Riemann surfaces : Reception by the French School
Résumé
Riemann introduced in his doctoral dissertation (1851) the concept of Riemann surface as a new ground space for meromorphic functions and in particular as a domain for a multi-valued function defined by an algebraic equation such that this function becomes single-valued when its is defined on its associated Riemann surface. It took several years to the mathematical community to understand the concept of Riemann surface and the related major results that Riemann proved, like the so-called Riemann existence theorem stating that on any Riemann surface – considered as a complex one-dimensional manifold – there exists a non-constant meromorphic function. In this chapter, we discuss how the concept of Riemann surface was apprehended by the French school of analysis and the way it was presented in the major French treatises on the theory of functions of a complex variable, in the few decades that followed Riemann's work. Several generations of outstanding French mathematicians were trained using the treatises.

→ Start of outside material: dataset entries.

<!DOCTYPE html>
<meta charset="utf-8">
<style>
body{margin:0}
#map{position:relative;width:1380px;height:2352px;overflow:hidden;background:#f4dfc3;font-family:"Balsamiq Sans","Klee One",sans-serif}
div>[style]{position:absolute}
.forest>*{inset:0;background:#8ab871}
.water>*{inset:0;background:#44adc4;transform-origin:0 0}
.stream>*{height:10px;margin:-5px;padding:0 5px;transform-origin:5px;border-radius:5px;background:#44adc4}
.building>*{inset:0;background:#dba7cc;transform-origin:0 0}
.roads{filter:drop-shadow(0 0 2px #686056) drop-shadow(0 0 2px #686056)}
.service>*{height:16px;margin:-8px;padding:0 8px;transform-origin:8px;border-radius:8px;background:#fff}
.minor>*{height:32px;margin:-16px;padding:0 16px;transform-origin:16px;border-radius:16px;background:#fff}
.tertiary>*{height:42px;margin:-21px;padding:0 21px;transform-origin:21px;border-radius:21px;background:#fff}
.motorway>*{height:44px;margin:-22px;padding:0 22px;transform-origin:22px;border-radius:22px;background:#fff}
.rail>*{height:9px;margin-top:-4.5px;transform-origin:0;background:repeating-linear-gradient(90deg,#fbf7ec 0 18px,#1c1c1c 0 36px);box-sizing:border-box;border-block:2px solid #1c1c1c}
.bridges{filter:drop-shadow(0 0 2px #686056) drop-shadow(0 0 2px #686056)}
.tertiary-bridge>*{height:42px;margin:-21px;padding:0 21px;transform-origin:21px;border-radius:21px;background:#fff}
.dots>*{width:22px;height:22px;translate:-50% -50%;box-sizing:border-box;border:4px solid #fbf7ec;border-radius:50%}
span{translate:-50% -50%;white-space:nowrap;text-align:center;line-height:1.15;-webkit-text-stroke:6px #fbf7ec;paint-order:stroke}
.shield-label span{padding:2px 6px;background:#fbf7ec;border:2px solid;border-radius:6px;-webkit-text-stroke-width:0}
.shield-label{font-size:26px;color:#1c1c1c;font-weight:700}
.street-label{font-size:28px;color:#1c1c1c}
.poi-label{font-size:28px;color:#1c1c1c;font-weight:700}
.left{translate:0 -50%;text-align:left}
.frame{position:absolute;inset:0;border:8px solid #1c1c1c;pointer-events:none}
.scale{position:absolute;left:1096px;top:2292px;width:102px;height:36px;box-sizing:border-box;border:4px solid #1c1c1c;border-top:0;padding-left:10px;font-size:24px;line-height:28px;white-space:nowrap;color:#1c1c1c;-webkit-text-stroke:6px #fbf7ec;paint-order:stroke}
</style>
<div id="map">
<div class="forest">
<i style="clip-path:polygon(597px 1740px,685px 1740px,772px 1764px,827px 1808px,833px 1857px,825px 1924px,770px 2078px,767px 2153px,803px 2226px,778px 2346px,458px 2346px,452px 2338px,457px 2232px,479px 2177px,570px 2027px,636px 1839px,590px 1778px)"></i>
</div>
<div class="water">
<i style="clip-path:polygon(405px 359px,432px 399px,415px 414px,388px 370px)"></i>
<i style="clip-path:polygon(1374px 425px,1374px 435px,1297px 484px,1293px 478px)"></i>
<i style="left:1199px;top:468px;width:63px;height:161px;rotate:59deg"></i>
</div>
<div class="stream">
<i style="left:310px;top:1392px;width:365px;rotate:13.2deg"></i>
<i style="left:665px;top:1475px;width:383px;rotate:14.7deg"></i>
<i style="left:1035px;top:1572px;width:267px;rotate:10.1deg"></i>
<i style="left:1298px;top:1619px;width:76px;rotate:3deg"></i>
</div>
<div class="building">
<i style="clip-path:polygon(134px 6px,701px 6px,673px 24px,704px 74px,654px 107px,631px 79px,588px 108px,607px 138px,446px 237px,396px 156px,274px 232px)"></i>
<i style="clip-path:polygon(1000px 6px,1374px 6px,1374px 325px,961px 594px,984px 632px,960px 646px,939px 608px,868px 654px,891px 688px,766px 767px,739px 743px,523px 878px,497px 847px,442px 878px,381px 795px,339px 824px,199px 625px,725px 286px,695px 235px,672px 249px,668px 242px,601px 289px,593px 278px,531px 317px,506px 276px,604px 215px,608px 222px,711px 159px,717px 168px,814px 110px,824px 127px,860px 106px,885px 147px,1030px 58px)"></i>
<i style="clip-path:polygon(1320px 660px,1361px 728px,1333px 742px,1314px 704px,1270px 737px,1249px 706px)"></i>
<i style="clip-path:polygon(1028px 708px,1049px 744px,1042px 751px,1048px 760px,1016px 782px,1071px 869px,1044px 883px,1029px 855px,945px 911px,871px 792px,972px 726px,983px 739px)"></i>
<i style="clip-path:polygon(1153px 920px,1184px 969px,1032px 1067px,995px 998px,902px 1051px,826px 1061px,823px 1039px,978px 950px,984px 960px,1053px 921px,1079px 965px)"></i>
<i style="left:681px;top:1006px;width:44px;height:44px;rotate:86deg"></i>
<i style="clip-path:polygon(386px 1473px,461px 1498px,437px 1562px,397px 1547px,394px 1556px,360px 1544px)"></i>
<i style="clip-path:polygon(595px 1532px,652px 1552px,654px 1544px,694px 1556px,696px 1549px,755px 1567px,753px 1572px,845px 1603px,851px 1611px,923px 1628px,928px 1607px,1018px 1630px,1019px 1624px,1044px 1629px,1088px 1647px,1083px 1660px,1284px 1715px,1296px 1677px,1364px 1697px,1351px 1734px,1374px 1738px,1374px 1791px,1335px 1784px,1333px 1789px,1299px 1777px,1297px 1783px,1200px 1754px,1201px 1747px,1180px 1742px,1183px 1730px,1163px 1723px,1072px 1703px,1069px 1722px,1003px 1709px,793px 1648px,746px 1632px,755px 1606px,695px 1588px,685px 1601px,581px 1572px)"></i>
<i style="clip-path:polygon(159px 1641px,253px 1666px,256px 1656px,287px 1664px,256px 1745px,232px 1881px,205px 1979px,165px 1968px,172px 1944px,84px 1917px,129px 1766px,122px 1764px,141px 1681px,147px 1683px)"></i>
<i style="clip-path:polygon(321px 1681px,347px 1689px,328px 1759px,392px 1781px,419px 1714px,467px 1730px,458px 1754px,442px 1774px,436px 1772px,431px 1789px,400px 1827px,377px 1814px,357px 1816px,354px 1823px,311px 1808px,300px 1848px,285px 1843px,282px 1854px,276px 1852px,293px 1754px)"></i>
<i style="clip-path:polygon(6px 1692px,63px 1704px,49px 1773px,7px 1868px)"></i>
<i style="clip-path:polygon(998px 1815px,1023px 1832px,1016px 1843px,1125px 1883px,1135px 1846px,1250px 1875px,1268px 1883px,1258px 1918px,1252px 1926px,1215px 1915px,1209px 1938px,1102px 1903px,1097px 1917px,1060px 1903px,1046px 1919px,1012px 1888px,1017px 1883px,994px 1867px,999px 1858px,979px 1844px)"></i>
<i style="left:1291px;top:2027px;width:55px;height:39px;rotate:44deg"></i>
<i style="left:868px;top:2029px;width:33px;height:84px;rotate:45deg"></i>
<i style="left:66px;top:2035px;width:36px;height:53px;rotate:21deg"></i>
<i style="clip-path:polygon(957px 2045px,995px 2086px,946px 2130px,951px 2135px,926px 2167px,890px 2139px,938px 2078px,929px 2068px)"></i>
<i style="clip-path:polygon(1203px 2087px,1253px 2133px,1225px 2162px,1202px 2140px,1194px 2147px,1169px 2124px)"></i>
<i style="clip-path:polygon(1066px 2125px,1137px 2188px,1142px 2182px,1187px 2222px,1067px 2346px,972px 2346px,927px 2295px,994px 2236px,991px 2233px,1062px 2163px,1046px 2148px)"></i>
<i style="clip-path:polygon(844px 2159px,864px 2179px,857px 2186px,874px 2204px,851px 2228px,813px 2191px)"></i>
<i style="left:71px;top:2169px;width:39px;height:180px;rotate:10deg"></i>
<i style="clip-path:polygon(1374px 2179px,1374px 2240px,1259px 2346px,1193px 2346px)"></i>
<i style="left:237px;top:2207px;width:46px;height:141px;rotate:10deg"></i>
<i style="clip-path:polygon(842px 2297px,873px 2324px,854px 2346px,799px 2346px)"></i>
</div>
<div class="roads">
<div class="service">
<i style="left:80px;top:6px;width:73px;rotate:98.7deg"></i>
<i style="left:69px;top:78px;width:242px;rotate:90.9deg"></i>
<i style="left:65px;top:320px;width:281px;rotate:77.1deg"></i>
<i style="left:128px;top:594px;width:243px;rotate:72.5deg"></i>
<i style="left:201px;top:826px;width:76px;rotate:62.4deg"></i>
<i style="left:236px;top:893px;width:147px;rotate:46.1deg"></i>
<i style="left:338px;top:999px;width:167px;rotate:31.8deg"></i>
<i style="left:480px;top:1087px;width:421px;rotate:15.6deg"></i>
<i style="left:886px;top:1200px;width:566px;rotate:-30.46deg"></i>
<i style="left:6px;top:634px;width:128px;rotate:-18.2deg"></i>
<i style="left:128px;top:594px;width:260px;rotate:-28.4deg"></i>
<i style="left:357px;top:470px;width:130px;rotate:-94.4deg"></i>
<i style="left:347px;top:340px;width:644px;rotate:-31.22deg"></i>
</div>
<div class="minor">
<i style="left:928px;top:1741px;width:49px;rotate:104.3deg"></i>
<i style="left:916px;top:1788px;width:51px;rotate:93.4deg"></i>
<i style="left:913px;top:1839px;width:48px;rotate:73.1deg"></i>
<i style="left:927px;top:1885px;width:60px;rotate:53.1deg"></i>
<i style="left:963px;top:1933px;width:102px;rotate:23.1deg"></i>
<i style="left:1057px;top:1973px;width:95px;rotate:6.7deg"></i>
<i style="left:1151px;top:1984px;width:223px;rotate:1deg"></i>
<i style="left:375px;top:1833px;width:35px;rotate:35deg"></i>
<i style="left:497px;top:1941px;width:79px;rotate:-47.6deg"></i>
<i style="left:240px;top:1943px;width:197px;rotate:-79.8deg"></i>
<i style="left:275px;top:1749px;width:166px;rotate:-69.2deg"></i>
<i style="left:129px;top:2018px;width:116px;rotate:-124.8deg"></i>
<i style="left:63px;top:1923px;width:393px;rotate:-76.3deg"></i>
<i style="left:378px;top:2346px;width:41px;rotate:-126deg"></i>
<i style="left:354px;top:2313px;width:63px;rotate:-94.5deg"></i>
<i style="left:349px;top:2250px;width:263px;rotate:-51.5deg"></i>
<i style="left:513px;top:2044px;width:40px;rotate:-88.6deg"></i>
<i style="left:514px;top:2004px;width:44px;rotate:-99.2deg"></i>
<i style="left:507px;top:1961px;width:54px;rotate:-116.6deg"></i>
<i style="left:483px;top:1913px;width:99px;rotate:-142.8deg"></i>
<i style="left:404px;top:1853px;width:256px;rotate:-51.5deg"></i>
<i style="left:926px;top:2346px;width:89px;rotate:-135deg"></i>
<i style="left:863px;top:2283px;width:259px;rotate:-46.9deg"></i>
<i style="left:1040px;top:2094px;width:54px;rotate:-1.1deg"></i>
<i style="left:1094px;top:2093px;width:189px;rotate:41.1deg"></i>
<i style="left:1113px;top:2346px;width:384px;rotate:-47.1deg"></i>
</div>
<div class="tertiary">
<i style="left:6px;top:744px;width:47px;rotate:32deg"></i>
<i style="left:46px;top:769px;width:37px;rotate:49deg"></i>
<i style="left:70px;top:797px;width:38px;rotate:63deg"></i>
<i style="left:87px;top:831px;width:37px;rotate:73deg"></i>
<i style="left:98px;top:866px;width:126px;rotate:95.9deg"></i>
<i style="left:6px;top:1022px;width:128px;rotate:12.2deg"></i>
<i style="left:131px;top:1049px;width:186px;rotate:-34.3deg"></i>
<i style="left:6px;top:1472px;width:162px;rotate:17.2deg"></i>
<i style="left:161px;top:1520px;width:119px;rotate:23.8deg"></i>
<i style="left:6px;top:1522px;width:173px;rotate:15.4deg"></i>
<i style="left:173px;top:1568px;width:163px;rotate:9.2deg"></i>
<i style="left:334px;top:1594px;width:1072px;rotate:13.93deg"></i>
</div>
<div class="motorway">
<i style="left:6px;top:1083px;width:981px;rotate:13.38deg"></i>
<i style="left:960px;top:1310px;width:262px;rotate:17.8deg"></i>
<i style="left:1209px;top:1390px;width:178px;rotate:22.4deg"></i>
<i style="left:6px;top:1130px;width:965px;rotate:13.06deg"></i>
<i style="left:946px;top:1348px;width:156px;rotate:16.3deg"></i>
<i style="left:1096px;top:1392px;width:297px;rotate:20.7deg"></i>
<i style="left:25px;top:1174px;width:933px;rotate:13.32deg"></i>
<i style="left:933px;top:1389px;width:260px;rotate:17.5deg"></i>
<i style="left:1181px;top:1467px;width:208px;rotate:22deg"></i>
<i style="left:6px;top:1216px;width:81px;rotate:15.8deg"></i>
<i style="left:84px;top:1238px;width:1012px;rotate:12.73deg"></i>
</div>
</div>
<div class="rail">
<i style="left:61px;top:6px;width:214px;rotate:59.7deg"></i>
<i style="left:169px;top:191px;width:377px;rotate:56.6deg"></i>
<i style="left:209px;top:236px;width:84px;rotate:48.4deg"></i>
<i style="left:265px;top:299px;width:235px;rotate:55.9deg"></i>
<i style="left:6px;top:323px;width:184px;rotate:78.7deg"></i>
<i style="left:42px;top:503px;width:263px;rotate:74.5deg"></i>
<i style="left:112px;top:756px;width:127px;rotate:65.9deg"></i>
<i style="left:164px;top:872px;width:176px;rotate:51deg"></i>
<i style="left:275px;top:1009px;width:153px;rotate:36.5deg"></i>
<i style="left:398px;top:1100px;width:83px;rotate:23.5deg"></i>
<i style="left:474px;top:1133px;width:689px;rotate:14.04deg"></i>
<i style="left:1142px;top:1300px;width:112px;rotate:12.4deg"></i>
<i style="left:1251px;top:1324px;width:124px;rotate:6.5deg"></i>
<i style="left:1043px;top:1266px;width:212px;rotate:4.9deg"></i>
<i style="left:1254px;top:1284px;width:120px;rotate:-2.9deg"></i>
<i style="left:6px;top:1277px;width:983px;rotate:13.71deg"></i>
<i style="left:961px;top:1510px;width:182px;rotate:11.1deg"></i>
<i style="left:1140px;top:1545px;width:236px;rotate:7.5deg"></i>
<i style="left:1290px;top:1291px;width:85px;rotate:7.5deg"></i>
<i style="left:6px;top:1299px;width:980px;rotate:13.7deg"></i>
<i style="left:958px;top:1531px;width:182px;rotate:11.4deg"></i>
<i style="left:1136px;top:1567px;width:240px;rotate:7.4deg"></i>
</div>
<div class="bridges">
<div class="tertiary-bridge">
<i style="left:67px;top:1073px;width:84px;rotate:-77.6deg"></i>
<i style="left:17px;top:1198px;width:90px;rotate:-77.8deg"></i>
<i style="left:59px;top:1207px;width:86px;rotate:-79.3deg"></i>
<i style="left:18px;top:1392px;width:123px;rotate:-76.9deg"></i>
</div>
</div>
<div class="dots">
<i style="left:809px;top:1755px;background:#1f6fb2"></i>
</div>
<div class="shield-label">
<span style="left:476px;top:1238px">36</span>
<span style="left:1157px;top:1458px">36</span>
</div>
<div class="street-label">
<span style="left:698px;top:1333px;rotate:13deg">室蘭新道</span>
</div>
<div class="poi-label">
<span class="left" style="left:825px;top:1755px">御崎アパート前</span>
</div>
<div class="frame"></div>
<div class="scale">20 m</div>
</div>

At the same time, this will allow us to talk about the remarkable French school that started with Cauchy and expanded in the second half of the nineteenth century. We also comment on the relations between the French and the German mathematicians during that period.
The final version of this paper appears as a chapter in the book From Riemann to differential geometry and relativity (L. Ji, A. Papadopoulos and S. Yamada, ed.) Berlin: Springer, 647 p., 2017.